Without changing a single word, set down all of the records.
+--
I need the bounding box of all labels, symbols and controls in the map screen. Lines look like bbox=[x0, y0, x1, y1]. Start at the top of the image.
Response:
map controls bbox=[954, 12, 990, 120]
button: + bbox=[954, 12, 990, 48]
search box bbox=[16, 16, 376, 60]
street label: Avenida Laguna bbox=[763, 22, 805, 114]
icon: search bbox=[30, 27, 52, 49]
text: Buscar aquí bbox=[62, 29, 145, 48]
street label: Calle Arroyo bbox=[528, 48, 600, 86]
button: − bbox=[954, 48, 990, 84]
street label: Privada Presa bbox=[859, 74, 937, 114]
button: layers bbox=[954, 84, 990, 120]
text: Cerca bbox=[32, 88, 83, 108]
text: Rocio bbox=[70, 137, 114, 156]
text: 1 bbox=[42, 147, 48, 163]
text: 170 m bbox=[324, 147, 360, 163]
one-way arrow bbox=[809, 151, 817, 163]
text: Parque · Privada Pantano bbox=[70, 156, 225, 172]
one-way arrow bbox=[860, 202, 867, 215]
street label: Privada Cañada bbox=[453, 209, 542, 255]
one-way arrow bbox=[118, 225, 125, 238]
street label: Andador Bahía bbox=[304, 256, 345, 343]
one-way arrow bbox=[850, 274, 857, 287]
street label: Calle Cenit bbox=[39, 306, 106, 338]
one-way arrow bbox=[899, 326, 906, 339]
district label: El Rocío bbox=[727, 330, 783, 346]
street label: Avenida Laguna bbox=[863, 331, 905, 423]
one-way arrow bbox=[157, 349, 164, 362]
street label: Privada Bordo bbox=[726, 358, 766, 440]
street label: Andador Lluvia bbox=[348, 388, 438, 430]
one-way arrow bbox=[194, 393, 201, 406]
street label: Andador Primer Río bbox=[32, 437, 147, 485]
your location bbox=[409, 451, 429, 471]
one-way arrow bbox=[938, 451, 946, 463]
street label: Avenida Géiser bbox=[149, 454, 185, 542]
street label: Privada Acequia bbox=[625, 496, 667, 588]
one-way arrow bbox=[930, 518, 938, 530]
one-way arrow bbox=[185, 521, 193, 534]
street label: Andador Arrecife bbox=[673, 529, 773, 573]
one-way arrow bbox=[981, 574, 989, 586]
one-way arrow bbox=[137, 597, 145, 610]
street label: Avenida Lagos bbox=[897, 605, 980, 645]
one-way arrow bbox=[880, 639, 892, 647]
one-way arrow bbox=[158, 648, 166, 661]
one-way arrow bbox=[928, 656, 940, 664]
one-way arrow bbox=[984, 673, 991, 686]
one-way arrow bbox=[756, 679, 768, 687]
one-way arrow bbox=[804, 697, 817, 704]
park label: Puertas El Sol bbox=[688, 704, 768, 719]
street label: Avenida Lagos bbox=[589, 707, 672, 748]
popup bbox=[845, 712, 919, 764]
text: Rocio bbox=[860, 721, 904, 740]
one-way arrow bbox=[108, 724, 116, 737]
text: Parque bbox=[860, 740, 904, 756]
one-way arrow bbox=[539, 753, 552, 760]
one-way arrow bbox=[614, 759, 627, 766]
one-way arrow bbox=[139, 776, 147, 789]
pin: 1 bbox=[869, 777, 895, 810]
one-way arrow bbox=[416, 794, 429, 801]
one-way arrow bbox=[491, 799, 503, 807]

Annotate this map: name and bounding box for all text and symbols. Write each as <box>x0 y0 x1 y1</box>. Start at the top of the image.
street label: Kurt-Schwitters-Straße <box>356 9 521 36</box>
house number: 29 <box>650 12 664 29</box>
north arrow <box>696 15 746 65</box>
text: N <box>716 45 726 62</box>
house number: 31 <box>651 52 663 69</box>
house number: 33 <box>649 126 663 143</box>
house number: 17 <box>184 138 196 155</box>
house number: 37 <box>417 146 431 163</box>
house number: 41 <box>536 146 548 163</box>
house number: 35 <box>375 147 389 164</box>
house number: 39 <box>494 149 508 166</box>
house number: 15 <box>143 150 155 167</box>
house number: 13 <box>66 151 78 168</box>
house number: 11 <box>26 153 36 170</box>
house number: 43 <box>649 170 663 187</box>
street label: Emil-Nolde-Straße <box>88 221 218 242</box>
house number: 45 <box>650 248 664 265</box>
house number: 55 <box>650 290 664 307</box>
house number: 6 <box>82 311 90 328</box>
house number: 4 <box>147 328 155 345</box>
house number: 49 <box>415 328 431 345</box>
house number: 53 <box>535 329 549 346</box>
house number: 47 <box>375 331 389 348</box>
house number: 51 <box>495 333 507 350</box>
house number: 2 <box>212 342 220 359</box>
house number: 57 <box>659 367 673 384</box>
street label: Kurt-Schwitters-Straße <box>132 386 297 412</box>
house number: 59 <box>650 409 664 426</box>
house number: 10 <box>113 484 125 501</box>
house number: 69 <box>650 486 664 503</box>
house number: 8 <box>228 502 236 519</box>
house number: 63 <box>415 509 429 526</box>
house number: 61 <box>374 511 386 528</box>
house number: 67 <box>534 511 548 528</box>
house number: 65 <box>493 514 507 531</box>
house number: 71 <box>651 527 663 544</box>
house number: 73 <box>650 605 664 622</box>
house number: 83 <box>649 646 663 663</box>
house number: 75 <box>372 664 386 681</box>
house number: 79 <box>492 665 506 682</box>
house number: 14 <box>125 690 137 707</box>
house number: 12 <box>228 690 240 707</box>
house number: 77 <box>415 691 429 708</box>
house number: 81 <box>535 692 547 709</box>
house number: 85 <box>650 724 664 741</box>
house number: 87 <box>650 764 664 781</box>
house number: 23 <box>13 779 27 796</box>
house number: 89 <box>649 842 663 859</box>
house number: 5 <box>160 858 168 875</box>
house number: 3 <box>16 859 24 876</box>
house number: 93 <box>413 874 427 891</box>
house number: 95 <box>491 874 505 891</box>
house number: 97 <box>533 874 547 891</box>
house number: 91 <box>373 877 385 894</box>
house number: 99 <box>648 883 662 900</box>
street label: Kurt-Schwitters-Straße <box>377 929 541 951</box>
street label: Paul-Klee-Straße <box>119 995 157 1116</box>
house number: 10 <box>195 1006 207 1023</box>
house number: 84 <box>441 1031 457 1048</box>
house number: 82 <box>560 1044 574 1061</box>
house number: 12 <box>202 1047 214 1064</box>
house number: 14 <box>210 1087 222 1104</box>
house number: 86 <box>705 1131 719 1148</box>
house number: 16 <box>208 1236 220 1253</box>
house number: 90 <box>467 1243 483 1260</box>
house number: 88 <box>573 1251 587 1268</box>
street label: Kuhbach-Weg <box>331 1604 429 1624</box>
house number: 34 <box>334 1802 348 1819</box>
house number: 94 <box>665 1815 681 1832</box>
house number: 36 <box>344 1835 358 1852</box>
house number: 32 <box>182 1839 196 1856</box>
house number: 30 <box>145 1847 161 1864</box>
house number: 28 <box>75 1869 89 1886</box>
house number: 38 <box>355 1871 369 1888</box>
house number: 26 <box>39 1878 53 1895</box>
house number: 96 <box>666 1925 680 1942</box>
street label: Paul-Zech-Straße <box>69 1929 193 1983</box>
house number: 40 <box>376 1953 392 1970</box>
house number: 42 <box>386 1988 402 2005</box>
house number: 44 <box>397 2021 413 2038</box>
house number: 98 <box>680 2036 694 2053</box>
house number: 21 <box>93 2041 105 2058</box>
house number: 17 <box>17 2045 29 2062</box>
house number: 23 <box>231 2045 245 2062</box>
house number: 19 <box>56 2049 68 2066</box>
+--
Solution to the exercise
I need the bounding box of all labels, symbols and controls in the map screen. Lines look like bbox=[x0, y0, x1, y1]. Start at the top of the image.
Response:
map controls bbox=[954, 12, 990, 120]
button: + bbox=[954, 12, 990, 48]
search box bbox=[16, 16, 376, 60]
street label: Avenida Laguna bbox=[763, 22, 805, 114]
icon: search bbox=[30, 27, 52, 49]
text: Buscar aquí bbox=[62, 29, 145, 48]
street label: Calle Arroyo bbox=[528, 48, 600, 86]
button: − bbox=[954, 48, 990, 84]
street label: Privada Presa bbox=[859, 74, 937, 114]
button: layers bbox=[954, 84, 990, 120]
text: Cerca bbox=[32, 88, 83, 108]
text: Rocio bbox=[70, 137, 114, 156]
text: 1 bbox=[42, 147, 48, 163]
text: 170 m bbox=[324, 147, 360, 163]
one-way arrow bbox=[809, 151, 817, 163]
text: Parque · Privada Pantano bbox=[70, 156, 225, 172]
one-way arrow bbox=[860, 202, 867, 215]
street label: Privada Cañada bbox=[453, 209, 542, 255]
one-way arrow bbox=[118, 225, 125, 238]
street label: Andador Bahía bbox=[304, 256, 345, 343]
one-way arrow bbox=[850, 274, 857, 287]
street label: Calle Cenit bbox=[39, 306, 106, 338]
one-way arrow bbox=[899, 326, 906, 339]
district label: El Rocío bbox=[727, 330, 783, 346]
street label: Avenida Laguna bbox=[863, 331, 905, 423]
one-way arrow bbox=[157, 349, 164, 362]
street label: Privada Bordo bbox=[726, 358, 766, 440]
street label: Andador Lluvia bbox=[348, 388, 438, 430]
one-way arrow bbox=[194, 393, 201, 406]
street label: Andador Primer Río bbox=[32, 437, 147, 485]
your location bbox=[409, 451, 429, 471]
one-way arrow bbox=[938, 451, 946, 463]
street label: Avenida Géiser bbox=[149, 454, 185, 542]
street label: Privada Acequia bbox=[625, 496, 667, 588]
one-way arrow bbox=[930, 518, 938, 530]
one-way arrow bbox=[185, 521, 193, 534]
street label: Andador Arrecife bbox=[673, 529, 773, 573]
one-way arrow bbox=[981, 574, 989, 586]
one-way arrow bbox=[137, 597, 145, 610]
street label: Avenida Lagos bbox=[897, 605, 980, 645]
one-way arrow bbox=[880, 639, 892, 647]
one-way arrow bbox=[158, 648, 166, 661]
one-way arrow bbox=[928, 656, 940, 664]
one-way arrow bbox=[984, 673, 991, 686]
one-way arrow bbox=[756, 679, 768, 687]
one-way arrow bbox=[804, 697, 817, 704]
park label: Puertas El Sol bbox=[688, 704, 768, 719]
street label: Avenida Lagos bbox=[589, 707, 672, 748]
popup bbox=[845, 712, 919, 764]
text: Rocio bbox=[860, 721, 904, 740]
one-way arrow bbox=[108, 724, 116, 737]
text: Parque bbox=[860, 740, 904, 756]
one-way arrow bbox=[539, 753, 552, 760]
one-way arrow bbox=[614, 759, 627, 766]
one-way arrow bbox=[139, 776, 147, 789]
pin: 1 bbox=[869, 777, 895, 810]
one-way arrow bbox=[416, 794, 429, 801]
one-way arrow bbox=[491, 799, 503, 807]

Annotate this map: name and bounding box for all text and symbols. Write each as <box>x0 y0 x1 y1</box>. Start at the top of the image.
street label: Kurt-Schwitters-Straße <box>356 9 521 36</box>
house number: 29 <box>650 12 664 29</box>
north arrow <box>696 15 746 65</box>
text: N <box>716 45 726 62</box>
house number: 31 <box>651 52 663 69</box>
house number: 33 <box>649 126 663 143</box>
house number: 17 <box>184 138 196 155</box>
house number: 37 <box>417 146 431 163</box>
house number: 41 <box>536 146 548 163</box>
house number: 35 <box>375 147 389 164</box>
house number: 39 <box>494 149 508 166</box>
house number: 15 <box>143 150 155 167</box>
house number: 13 <box>66 151 78 168</box>
house number: 11 <box>26 153 36 170</box>
house number: 43 <box>649 170 663 187</box>
street label: Emil-Nolde-Straße <box>88 221 218 242</box>
house number: 45 <box>650 248 664 265</box>
house number: 55 <box>650 290 664 307</box>
house number: 6 <box>82 311 90 328</box>
house number: 4 <box>147 328 155 345</box>
house number: 49 <box>415 328 431 345</box>
house number: 53 <box>535 329 549 346</box>
house number: 47 <box>375 331 389 348</box>
house number: 51 <box>495 333 507 350</box>
house number: 2 <box>212 342 220 359</box>
house number: 57 <box>659 367 673 384</box>
street label: Kurt-Schwitters-Straße <box>132 386 297 412</box>
house number: 59 <box>650 409 664 426</box>
house number: 10 <box>113 484 125 501</box>
house number: 69 <box>650 486 664 503</box>
house number: 8 <box>228 502 236 519</box>
house number: 63 <box>415 509 429 526</box>
house number: 61 <box>374 511 386 528</box>
house number: 67 <box>534 511 548 528</box>
house number: 65 <box>493 514 507 531</box>
house number: 71 <box>651 527 663 544</box>
house number: 73 <box>650 605 664 622</box>
house number: 83 <box>649 646 663 663</box>
house number: 75 <box>372 664 386 681</box>
house number: 79 <box>492 665 506 682</box>
house number: 14 <box>125 690 137 707</box>
house number: 12 <box>228 690 240 707</box>
house number: 77 <box>415 691 429 708</box>
house number: 81 <box>535 692 547 709</box>
house number: 85 <box>650 724 664 741</box>
house number: 87 <box>650 764 664 781</box>
house number: 23 <box>13 779 27 796</box>
house number: 89 <box>649 842 663 859</box>
house number: 5 <box>160 858 168 875</box>
house number: 3 <box>16 859 24 876</box>
house number: 93 <box>413 874 427 891</box>
house number: 95 <box>491 874 505 891</box>
house number: 97 <box>533 874 547 891</box>
house number: 91 <box>373 877 385 894</box>
house number: 99 <box>648 883 662 900</box>
street label: Kurt-Schwitters-Straße <box>377 929 541 951</box>
street label: Paul-Klee-Straße <box>119 995 157 1116</box>
house number: 10 <box>195 1006 207 1023</box>
house number: 84 <box>441 1031 457 1048</box>
house number: 82 <box>560 1044 574 1061</box>
house number: 12 <box>202 1047 214 1064</box>
house number: 14 <box>210 1087 222 1104</box>
house number: 86 <box>705 1131 719 1148</box>
house number: 16 <box>208 1236 220 1253</box>
house number: 90 <box>467 1243 483 1260</box>
house number: 88 <box>573 1251 587 1268</box>
street label: Kuhbach-Weg <box>331 1604 429 1624</box>
house number: 34 <box>334 1802 348 1819</box>
house number: 94 <box>665 1815 681 1832</box>
house number: 36 <box>344 1835 358 1852</box>
house number: 32 <box>182 1839 196 1856</box>
house number: 30 <box>145 1847 161 1864</box>
house number: 28 <box>75 1869 89 1886</box>
house number: 38 <box>355 1871 369 1888</box>
house number: 26 <box>39 1878 53 1895</box>
house number: 96 <box>666 1925 680 1942</box>
street label: Paul-Zech-Straße <box>69 1929 193 1983</box>
house number: 40 <box>376 1953 392 1970</box>
house number: 42 <box>386 1988 402 2005</box>
house number: 44 <box>397 2021 413 2038</box>
house number: 98 <box>680 2036 694 2053</box>
house number: 21 <box>93 2041 105 2058</box>
house number: 17 <box>17 2045 29 2062</box>
house number: 23 <box>231 2045 245 2062</box>
house number: 19 <box>56 2049 68 2066</box>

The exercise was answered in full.